▸ Problem statement: Your answer should hold all lines of the entries that include the word "place".

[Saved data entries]
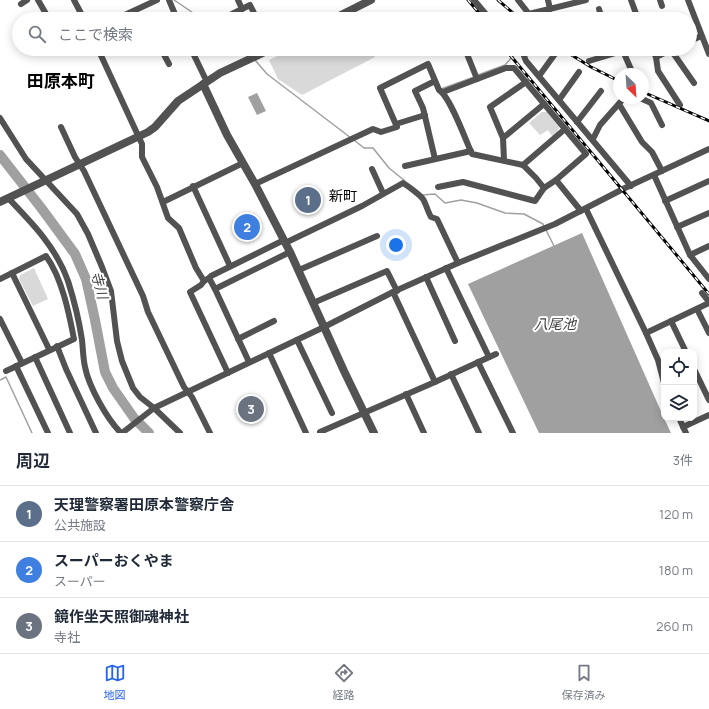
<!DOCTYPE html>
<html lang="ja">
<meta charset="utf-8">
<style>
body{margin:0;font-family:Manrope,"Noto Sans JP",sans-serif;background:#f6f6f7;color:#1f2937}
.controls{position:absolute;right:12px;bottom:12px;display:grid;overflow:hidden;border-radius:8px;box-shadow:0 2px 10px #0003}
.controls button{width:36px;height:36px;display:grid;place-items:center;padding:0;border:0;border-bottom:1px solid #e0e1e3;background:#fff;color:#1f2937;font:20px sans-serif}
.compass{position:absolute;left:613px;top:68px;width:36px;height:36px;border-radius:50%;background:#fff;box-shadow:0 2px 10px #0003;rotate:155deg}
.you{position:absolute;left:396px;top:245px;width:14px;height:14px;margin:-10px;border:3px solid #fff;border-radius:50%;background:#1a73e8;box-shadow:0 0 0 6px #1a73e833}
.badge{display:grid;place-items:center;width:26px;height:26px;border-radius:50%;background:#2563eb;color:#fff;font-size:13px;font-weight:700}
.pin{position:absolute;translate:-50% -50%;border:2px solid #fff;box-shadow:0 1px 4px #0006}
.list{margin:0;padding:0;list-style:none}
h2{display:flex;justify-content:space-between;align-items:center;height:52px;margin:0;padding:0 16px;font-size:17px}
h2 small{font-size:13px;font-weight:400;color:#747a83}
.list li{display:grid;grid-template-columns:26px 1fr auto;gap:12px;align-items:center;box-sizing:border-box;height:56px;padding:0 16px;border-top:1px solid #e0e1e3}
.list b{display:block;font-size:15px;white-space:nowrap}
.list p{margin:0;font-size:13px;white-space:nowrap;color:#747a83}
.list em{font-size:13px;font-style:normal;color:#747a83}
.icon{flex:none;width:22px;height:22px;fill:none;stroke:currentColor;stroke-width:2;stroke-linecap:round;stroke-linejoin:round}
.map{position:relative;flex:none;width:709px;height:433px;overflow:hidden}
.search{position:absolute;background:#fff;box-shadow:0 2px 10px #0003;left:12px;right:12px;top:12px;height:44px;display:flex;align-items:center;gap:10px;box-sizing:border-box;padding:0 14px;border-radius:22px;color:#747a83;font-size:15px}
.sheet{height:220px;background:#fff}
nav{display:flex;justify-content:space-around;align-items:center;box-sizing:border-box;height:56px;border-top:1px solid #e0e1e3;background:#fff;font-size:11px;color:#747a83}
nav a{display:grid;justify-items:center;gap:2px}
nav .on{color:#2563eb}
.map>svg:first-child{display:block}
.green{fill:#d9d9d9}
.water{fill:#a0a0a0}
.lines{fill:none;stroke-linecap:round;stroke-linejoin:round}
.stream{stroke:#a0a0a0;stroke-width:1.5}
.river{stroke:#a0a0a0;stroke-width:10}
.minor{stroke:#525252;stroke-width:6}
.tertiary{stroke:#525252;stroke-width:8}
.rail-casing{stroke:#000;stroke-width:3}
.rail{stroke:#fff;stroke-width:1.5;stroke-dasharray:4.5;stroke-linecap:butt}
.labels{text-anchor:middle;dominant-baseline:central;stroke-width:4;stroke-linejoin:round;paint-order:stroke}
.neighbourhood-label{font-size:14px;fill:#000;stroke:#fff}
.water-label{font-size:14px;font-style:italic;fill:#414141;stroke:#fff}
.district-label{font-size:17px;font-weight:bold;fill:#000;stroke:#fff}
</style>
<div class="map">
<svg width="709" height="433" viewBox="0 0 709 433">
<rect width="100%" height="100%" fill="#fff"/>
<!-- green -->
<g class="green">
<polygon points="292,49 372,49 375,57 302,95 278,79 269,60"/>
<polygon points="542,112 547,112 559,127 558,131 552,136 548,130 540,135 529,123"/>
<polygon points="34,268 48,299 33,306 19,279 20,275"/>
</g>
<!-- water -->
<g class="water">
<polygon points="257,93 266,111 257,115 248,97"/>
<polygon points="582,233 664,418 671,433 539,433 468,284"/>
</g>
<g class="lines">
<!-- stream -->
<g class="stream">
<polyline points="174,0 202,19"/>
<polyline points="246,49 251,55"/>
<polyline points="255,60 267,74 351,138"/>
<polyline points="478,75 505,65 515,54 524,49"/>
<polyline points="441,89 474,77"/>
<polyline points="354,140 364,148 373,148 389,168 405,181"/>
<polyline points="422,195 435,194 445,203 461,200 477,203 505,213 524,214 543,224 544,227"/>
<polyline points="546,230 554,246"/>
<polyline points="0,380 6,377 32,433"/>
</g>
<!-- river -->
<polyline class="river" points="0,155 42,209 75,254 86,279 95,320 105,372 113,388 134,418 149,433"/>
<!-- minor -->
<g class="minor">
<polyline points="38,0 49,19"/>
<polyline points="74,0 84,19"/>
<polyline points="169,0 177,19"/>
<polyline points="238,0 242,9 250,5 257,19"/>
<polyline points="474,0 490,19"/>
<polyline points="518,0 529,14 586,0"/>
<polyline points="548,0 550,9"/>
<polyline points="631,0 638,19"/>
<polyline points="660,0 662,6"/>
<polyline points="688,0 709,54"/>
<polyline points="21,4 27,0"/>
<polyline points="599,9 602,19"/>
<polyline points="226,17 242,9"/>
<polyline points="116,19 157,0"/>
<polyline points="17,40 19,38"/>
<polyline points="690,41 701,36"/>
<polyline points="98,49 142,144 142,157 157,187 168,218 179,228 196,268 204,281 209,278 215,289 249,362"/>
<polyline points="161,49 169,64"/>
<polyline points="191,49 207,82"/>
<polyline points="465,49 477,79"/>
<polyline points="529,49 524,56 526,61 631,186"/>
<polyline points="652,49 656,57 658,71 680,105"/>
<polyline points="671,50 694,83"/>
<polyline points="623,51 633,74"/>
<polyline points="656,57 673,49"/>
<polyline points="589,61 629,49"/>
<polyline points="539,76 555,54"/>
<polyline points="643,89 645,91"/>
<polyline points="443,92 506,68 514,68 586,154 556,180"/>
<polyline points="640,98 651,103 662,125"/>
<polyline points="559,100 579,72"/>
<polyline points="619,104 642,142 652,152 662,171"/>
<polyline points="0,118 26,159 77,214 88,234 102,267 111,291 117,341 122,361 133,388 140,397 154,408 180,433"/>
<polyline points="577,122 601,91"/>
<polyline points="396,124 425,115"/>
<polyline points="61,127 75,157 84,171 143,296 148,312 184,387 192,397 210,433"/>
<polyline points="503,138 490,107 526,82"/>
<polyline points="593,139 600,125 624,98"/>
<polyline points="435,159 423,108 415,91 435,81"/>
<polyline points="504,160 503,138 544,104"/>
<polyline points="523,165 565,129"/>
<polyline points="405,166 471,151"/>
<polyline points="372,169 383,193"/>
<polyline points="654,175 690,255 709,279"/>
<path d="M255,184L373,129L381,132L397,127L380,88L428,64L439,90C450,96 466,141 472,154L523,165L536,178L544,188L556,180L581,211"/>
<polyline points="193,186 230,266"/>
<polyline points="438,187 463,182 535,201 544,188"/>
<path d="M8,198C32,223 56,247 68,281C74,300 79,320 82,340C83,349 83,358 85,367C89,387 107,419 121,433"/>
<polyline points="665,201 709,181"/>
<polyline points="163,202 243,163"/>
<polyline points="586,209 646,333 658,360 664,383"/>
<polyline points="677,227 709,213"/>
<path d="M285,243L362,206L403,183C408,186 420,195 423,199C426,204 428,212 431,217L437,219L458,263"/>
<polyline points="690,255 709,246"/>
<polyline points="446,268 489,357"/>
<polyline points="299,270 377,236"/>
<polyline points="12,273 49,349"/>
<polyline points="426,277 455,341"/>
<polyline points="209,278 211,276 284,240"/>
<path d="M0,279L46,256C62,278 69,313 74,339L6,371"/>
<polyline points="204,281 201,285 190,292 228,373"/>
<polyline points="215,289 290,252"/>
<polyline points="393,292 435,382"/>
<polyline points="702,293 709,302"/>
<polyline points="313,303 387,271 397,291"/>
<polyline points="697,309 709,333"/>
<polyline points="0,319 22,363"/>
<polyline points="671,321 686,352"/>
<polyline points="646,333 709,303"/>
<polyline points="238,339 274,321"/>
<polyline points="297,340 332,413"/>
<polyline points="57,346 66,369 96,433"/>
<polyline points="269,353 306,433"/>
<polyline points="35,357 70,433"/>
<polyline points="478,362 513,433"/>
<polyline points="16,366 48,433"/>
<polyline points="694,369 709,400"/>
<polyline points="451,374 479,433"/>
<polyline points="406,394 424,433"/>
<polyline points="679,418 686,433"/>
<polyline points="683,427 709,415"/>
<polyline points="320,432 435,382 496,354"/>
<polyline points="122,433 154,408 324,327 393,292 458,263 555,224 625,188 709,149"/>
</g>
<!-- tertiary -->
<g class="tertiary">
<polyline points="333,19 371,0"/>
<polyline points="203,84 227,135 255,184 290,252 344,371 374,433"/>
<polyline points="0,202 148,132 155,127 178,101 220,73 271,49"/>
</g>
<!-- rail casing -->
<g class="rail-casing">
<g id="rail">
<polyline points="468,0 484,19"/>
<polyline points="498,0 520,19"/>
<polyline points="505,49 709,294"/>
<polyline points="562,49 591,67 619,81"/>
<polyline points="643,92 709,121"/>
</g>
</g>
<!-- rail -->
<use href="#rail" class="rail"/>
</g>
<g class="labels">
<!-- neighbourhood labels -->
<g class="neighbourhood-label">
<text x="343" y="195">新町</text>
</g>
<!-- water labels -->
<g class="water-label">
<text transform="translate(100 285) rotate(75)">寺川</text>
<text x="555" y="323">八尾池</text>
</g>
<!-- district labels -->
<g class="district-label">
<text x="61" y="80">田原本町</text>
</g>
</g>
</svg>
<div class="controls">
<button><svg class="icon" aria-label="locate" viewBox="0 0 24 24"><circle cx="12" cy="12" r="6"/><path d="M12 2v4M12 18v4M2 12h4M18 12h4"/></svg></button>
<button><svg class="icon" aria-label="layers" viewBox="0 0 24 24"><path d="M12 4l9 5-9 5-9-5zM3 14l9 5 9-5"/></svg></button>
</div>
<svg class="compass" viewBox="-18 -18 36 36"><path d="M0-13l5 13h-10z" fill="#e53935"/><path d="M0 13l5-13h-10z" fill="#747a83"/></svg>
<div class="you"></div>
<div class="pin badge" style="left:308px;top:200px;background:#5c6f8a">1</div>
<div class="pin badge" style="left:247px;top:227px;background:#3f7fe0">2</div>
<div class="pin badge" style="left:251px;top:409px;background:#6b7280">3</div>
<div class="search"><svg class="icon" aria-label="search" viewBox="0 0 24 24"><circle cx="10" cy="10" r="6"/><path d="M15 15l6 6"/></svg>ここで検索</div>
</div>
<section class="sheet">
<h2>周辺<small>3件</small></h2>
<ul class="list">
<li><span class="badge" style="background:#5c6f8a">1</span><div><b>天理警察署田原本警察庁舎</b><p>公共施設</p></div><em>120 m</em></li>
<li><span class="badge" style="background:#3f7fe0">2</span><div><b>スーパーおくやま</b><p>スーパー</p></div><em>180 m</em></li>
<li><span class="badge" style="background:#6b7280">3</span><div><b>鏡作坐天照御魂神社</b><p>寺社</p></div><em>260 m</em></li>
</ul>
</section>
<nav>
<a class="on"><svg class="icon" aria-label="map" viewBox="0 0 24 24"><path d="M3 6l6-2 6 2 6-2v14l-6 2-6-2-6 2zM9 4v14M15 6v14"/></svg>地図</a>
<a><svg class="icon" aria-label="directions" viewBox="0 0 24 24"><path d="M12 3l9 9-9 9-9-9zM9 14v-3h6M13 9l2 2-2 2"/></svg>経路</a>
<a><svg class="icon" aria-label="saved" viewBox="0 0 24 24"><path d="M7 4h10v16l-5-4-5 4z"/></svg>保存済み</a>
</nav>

▸ Solution to the exercise:
.controls button{width:36px;height:36px;display:grid;place-items:center;padding:0;border:0;border-bottom:1px solid #e0e1e3;background:#fff;color:#1f2937;font:20px sans-serif}
.badge{display:grid;place-items:center;width:26px;height:26px;border-radius:50%;background:#2563eb;color:#fff;font-size:13px;font-weight:700}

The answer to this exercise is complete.